MissShihTzu wrote: » That's a real shame. I completely understand where you're coming from as I went through similar. I am speaking from personal experience - I had a poor relationship with my own mother who has since passed. I was hurt and upset for YEARS! It messed me up in a lot of ways. I finally had to break the chains for the sake of my own mental health. I am telling you this as your anger and resentment are having an effect on your children and your family life. Believe me - as young as your kids are, they will be picking up the vibes you give off even if they do not as yet understand why. Finally - Have you spoken to your husband about this? What does he think??

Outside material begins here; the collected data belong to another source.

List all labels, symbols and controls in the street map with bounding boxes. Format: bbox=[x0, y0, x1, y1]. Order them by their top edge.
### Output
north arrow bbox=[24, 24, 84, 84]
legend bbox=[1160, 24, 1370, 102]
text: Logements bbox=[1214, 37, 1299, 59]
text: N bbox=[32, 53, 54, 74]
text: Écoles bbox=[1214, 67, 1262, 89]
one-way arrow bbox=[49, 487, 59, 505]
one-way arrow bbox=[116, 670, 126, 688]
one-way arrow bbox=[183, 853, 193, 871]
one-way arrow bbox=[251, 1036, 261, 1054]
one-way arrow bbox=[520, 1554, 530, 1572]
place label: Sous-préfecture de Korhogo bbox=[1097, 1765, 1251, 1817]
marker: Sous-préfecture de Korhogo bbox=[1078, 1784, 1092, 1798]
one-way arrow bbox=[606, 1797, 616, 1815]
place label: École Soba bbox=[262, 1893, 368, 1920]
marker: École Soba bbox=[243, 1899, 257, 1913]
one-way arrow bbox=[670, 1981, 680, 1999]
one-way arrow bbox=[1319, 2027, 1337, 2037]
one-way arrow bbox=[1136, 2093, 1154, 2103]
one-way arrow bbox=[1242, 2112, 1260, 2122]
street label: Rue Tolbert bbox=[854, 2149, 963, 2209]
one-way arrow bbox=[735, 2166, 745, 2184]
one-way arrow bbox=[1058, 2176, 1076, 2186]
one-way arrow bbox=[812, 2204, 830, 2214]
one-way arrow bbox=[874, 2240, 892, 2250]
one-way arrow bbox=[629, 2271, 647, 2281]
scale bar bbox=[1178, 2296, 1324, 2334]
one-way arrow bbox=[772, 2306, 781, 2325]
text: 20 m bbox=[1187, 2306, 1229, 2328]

chris525 wrote: » Why is no one standing in my shoes? Why would you WANT to paint your son's house after finding out that he has been lying to everyone about who he is and what he has done? I've always had to comply to other people's standards to stay in their interest or good graces. It's how the world works.
chris525 wrote: » Why is no one standing in my shoes? Why would you WANT to paint your son's house after finding out that he has been lying to everyone about who he is and what he has done?
chris525 wrote: » I've always had to comply to other people's standards to stay in their interest or good graces. It's how the world works.
MissShihTzu wrote: » Oh boy, OP!! People have told you the same thing at least once on this thread. Whether the grandparents want to paint their son's house or not, is NONE OF YOUR BUSINESS!! It's their money to spend as they choose! How do you know what's truth from what is not? Why? Who do you feel you have to do this? As long as you live within the law where you live and live a good life, that's the ONLY standard you have to live by! I'm not trying to down you, OP but I'm beginning to think you're being a bit of a victim here. It's not healthy or good for you and your family. Leave your father's family alone! Have nothing to do with them. It's becoming increasingly obvious that whatever they may or may not tell you, it won't be accepted by you unless or until they show as much anger towards your father as you apparently do. I'm out. I hope it works out for you.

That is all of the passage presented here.